= Fukushima incident (1882) =

The Fukushima incident was a political tumult which took place in Fukushima Prefecture in 1882.

The incident started with the appointment of Mishima Michitsune as governor. His rule was contested by two groups, one in Aizu and the other in the east of the prefecture, which remained separate until the end of 1882, when they were drawn together by their shared persecution.

==Fukushima Jiyūtō==
The Liberal Party (Jiyūtō) developed a significant organisation in Fukushima. Two branches, one in Aizu and another in the east of the prefecture were established in December 1881, two months after the Party itself was established. They were the largest party in the Fukushima Assembly, holding 24 out of the 62 seats, and also the most effectively organised. In addition, they had members in various positions of responsibility in both areas of influence: village heads (kochō), subdistrict heads (kuchō) and elected members of assemblies at village and subdistrict level. There were also a number of party members with positions of responsibility within the administration.

According to Sato Jiro, Mishima had received three secret orders upon appointment:
- To destroy the Jiyūtō
- To develop his own party, the newly created Rikken Teiseitō
- To build certain roads

One of the first things Mishima did was to purge the administration of ninety members of Jiyūtō – this included school teachers who were government employees.

==Action in Aizu==
Mishima started setting up the Aizu Rukugun Rengōkai (Six Aizu Districts' Joint Committee) to rubber-stamp some controversial policies concerning the road he was building - and for which the local community would have to foot much of the bill. Mishima wanted this Rengōkai to consist of thirty members, five from each district. However, the rules committee set up to supervise the election, decided to make the number of representatives from each district reflect the size of the population, and that they should be directly elected by all male taxpayers twenty years old or older. Although Mishima originally wanted to have indirect elections he accepted this, and by early March 46 members had been elected.
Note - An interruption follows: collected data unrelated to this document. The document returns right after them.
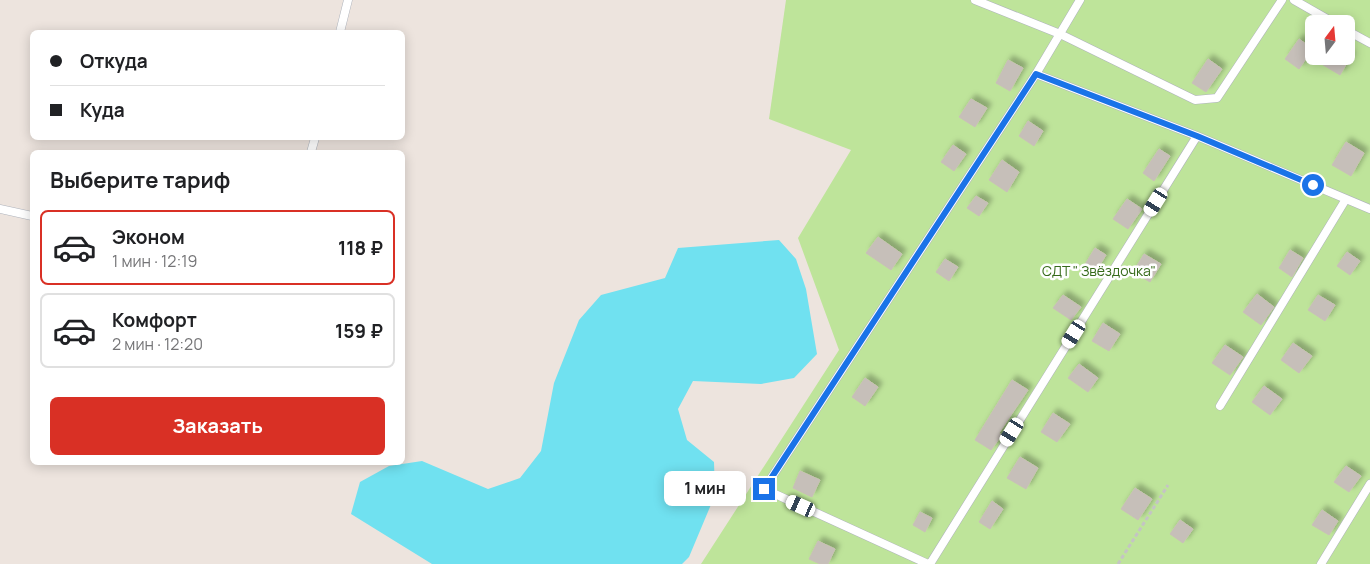 <!DOCTYPE html>
<html lang="ru">
<meta charset="utf-8">
<style>
:root{--surface:#fff;--page:#f2f2f2;--text:#202124;--muted:#757577;--line:#e0e0e0;--accent:#d93025}
body{margin:0;font-family:Manrope,sans-serif;background:var(--page);color:var(--text);height:100vh;display:flex;flex-direction:column;font-size:19px;white-space:nowrap}
*{box-sizing:border-box;margin:0}
p{font-size:16px;color:var(--muted)}
.icon{flex:none;width:28px;height:28px;fill:none;stroke:currentColor;stroke-width:2;stroke-linecap:round;stroke-linejoin:round}
.map{position:relative;flex:1;overflow:hidden}
.drawer{position:absolute;left:30px;top:150px;width:375px;height:315px;display:flex;flex-direction:column;background:var(--surface);border-radius:8px;box-shadow:0 2px 12px #0003}
.drawer>*{flex:none}
.hud{position:absolute;left:30px;top:30px;width:375px;height:110px;border-radius:8px;box-shadow:0 2px 12px #0003;display:grid;align-content:center;height:110px;padding:0 20px;background:var(--surface)}
.needle{width:32px;rotate:16deg}
.controls{position:absolute;left:1305px;top:15px;display:grid;gap:10px}
.controls a{display:grid;place-items:center;width:50px;height:50px;border-radius:8px;background:var(--surface);box-shadow:0 2px 12px #0003;font-size:25px}
.end{position:absolute;width:22px;height:22px;margin:-11px;border:6px solid #1a73e8;background:#fff;box-shadow:0 0 0 2px #fff}
.from{border-radius:50%}
.bubble{position:absolute;height:35px;border-radius:8px;background:var(--surface);box-shadow:0 2px 12px #0003;font-size:16px;font-weight:700;line-height:35px;text-align:center}
.car{position:absolute;width:15px;height:30px;margin:-15px -8px;border-radius:6px;box-shadow:0 0 4px 1px #0007;background:linear-gradient(#fff 24%,#345 0 40%,#fff 0 76%,#345 0 86%,#fff 0)}
.hud b{display:flex;align-items:center;gap:18px;height:48px;font-size:19px}
.hud b+b{border-top:1px solid var(--line)}
.hud i{width:12px;height:12px;background:var(--text)}
ul{padding:0;list-style:none}
li{display:flex;align-items:center;gap:15px;height:75px;margin:0 10px 8px;padding:0 10px;border:2px solid var(--line);border-radius:8px}
li div{flex:1}
li b{display:block;font-size:19px}
li em{font-style:normal;font-weight:700}
li.on{border-color:var(--accent)}
li>.icon{width:45px;height:45px;stroke-width:1.5}
h2{padding:0 20px;font-size:22px;line-height:60px}
.cta{display:flex;gap:10px;margin-top:auto;padding:10px 20px}
.cta a{flex:1;height:58px;border-radius:8px;background:var(--accent);color:#fff;font-size:20px;font-weight:700;line-height:58px;text-align:center}
.map>svg:first-child{display:block}
</style>
<div class="map">
<svg width="1370" height="564" viewBox="0 0 1370 564">
<defs>
<filter id="shadow"><feDropShadow dx="4.5" dy="-4.5" stdDeviation="2.5" flood-color="#0004"/></filter>
</defs>
<rect width="100%" height="100%" fill="#ede4de"/>
<path fill="#bee49a" fill-rule="evenodd" d="M 786,0 L 1370,0 L 1370,564 L 701,564 L 839,350 L 798,238 L 851,150 L 769,119 ZM 1314,24 L 1346,24 L 1346,56 L 1314,56 Z"/>
<path fill="#70e1f0" d="M 779,240 L 796,259 L 806,289 L 817,354 L 794,378 L 761,384 L 693,381 L 678,409 L 687,440 L 714,462 L 715,495 L 689,557 L 682,564 L 432,564 L 351,514 L 360,482 L 389,466 L 422,461 L 488,489 L 520,478 L 541,451 L 554,383 L 579,320 L 601,295 L 665,278 L 678,248 Z"/>
<path fill="#c6bfb9" stroke="#c9c0b7" filter="url(#shadow)" d="M 1299,39 L 1313,49 L 1308,56 L 1351,56 L 1340,75 L 1308,56 L 1299,69 L 1285,59 Z
M 1208,59 L 1222,69 L 1206,92 L 1192,83 Z
M 1008,60 L 1023,68 L 1010,91 L 996,83 Z
M 971,99 L 987,108 L 975,127 L 959,117 Z
M 1028,121 L 1043,131 L 1034,146 L 1019,136 Z
M 1346,142 L 1364,153 L 1351,176 L 1332,165 Z
M 953,145 L 966,154 L 954,171 L 941,162 Z
M 1159,149 L 1170,156 L 1154,181 L 1143,173 Z
M 1002,160 L 1019,172 L 1007,192 L 989,180 Z
M 976,196 L 988,203 L 979,216 L 967,208 Z
M 1127,199 L 1142,209 L 1128,229 L 1113,219 Z
M 878,237 L 902,254 L 891,270 L 866,253 Z
M 1095,248 L 1106,255 L 1095,273 L 1084,266 Z
M 1290,250 L 1303,258 L 1292,277 L 1279,268 Z
M 1347,252 L 1360,261 L 1350,275 L 1337,266 Z
M 1144,254 L 1161,264 L 1150,282 L 1133,272 Z
M 945,259 L 958,267 L 949,281 L 936,272 Z
M 1257,294 L 1274,307 L 1261,325 L 1243,312 Z
M 1063,295 L 1081,307 L 1071,320 L 1053,308 Z
M 1318,295 L 1335,305 L 1325,321 L 1308,310 Z
M 1103,323 L 1120,334 L 1109,351 L 1092,341 Z
M 1293,343 L 1312,356 L 1299,373 L 1281,360 Z
M 1225,345 L 1243,357 L 1230,375 L 1212,363 Z
M 1079,364 L 1098,378 L 1088,392 L 1068,378 Z
M 865,378 L 878,387 L 865,406 L 852,397 Z
M 1012,380 L 1028,390 L 999,433 L 1002,435 L 991,450 L 975,440 Z
M 1264,386 L 1282,399 L 1270,415 L 1252,402 Z
M 1053,413 L 1070,424 L 1057,442 L 1041,432 Z
M 1020,457 L 1038,468 L 1026,489 L 1007,478 Z
M 1346,466 L 1361,476 L 1349,492 L 1334,482 Z
M 800,471 L 820,480 L 812,497 L 793,488 Z
M 1135,488 L 1152,499 L 1138,520 L 1121,509 Z
M 992,501 L 1003,509 L 990,529 L 979,522 Z
M 1322,510 L 1338,521 L 1329,535 L 1312,525 Z
M 920,512 L 932,518 L 925,532 L 913,525 Z
M 1180,520 L 1193,529 L 1183,543 L 1170,534 Z
M 818,541 L 835,549 L 828,564 L 820,564 L 809,559 Z"/>
<g fill="none" stroke-linecap="round" stroke-linejoin="round">
<defs>
<path id="lane" d="M 975,0 L 1060,34 L 1195,100 L 1217,98 L 1282,0
M 1294,0 L 1336,24
M 1346,30 L 1370,43
M 340,32 L 348,0
M 1036,74 L 1197,136 L 1370,209
M 311,152 L 315,138
M 0,209 L 32,216
M 1220,406 L 1346,199
M 928,564 L 764,489 L 1036,74 L 1080,0
M 930,564 L 1197,136
M 1321,564 L 1370,484"/>
</defs>
<use href="#lane" stroke="#aeb3bc" stroke-width="9"/>
<path stroke="#c4c4c4" stroke-width="3" stroke-dasharray="4 2.5" stroke-linecap="butt" d="M 1118,564 L 1168,485"/>
<use href="#lane" stroke="#fff" stroke-width="8"/>
</g>
<g fill="none" stroke-linecap="round" stroke-linejoin="round">
<path stroke="#1a73e8" stroke-width="6" d="M 764,489 L 1036,74 L 1197,136 L 1313,185"/>
</g>
<g text-anchor="middle" stroke-width="5" stroke-linejoin="round" paint-order="stroke">
<g font-size="14" fill="#366a1a" stroke="#fff">
<text x="1099" y="276">СДТ " Звёздочка"</text>
</g>
</g>
</svg>
<div class="controls">
<a><svg class="needle" viewBox="-14 -14 28 28"><path d="M0-13l5 13h-10z" fill="#e53935"/><path d="M0 13l5-13h-10z" fill="#757577"/></svg></a>
</div>
<i class="end from" style="left:1313px;top:185px"></i>
<i class="end" style="left:764px;top:489px"></i>
<div class="bubble" style="left:664px;top:471px;width:82px">1 мин</div>
<i class="car" style="left:1156px;top:202px;rotate:212deg"></i>
<i class="car" style="left:1074px;top:334px;rotate:212deg"></i>
<i class="car" style="left:1012px;top:432px;rotate:212deg"></i>
<i class="car" style="left:801px;top:506px;rotate:294deg"></i>
<div class="hud">
<b><i class="from"></i>Откуда</b>
<b><i></i>Куда</b>
</div>
<section class="drawer">
<h2>Выберите тариф</h2>
<ul>
<li class="on"><svg class="icon" aria-label="car" viewBox="0 0 24 24"><path d="M5 17H2v-5l4-1 3-4h7l3 4 3 1v5h-3M9 17h6M6 11h13"/><circle cx="7" cy="17" r="2"/><circle cx="17" cy="17" r="2"/></svg><div><b>Эконом</b><p>1 мин · 12:19</p></div><em>118 ₽</em></li>
<li><svg class="icon" aria-label="car" viewBox="0 0 24 24"><path d="M5 17H2v-5l4-1 3-4h7l3 4 3 1v5h-3M9 17h6M6 11h13"/><circle cx="7" cy="17" r="2"/><circle cx="17" cy="17" r="2"/></svg><div><b>Комфорт</b><p>2 мин · 12:20</p></div><em>159 ₽</em></li>
</ul>
<div class="cta"><a>Заказать</a></div>
</section>
</div>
This election was questioned by the Aizu Jiyūtō, and Igarashi Chikarasuke, the administrative head of Yama district, was sacked and replaced by Satō Jirō.

When the Rengōkai met on 16 March, Nakajima Yuhachi was elected chairman. Two resolutions were accepted:
- All Aizu residents between the ages of 15 and 60 (excluding the disabled and the widowed) should provide one day of corvée labour each month for a period of two years
- Those disinclined to work could pay a substitute labour tax of fifteen sen a day for males, and 10 sen a day for females.
Two conditions were added to this:
- The Central government should grant supplementary funds
- The corvée labourers should only work on flat land, with all work in the mountains and bridges being done by professionals.
The Rengōkai did not deal with the course of the road, the level of supplementary funds from the government, or how the tax was to be gathered.

In June it was discovered that the contribution from central government had been reduced from 260,000 yen to 98,000 yen. However, the government also agreed an interest free loan to the Teiseito of 196,000 Yen, which had recruited unemployed ex-Samurai and established its headquarters, the Nisshinkan. Mishima, suspended the Rengōkai, taking charge of the road building himself. Furthermore, the corvée labour and taxes were deemed to start in March. Igarashi and other Jiyūtō activists were able to get a majority of the Rengōkai to sign a petition for a special session of the Rengōkai to oppose these developments. This was accompanied by Jiyūtō activists proposing civil disobedience against the levies, principally in Yama, Kawanuma and Ōnuma districts.

On 18 August the Jiyūtō members of the Rengōkai met in secret and resolved that Jiyūtō should organise more widespread and structured protests to the road building programme, utilising lawsuits and boycotts. That night the government reacted to the agitation by organising attacks on Jiyūtō activists while they were asleep. This is known as the Shimizuya jiken.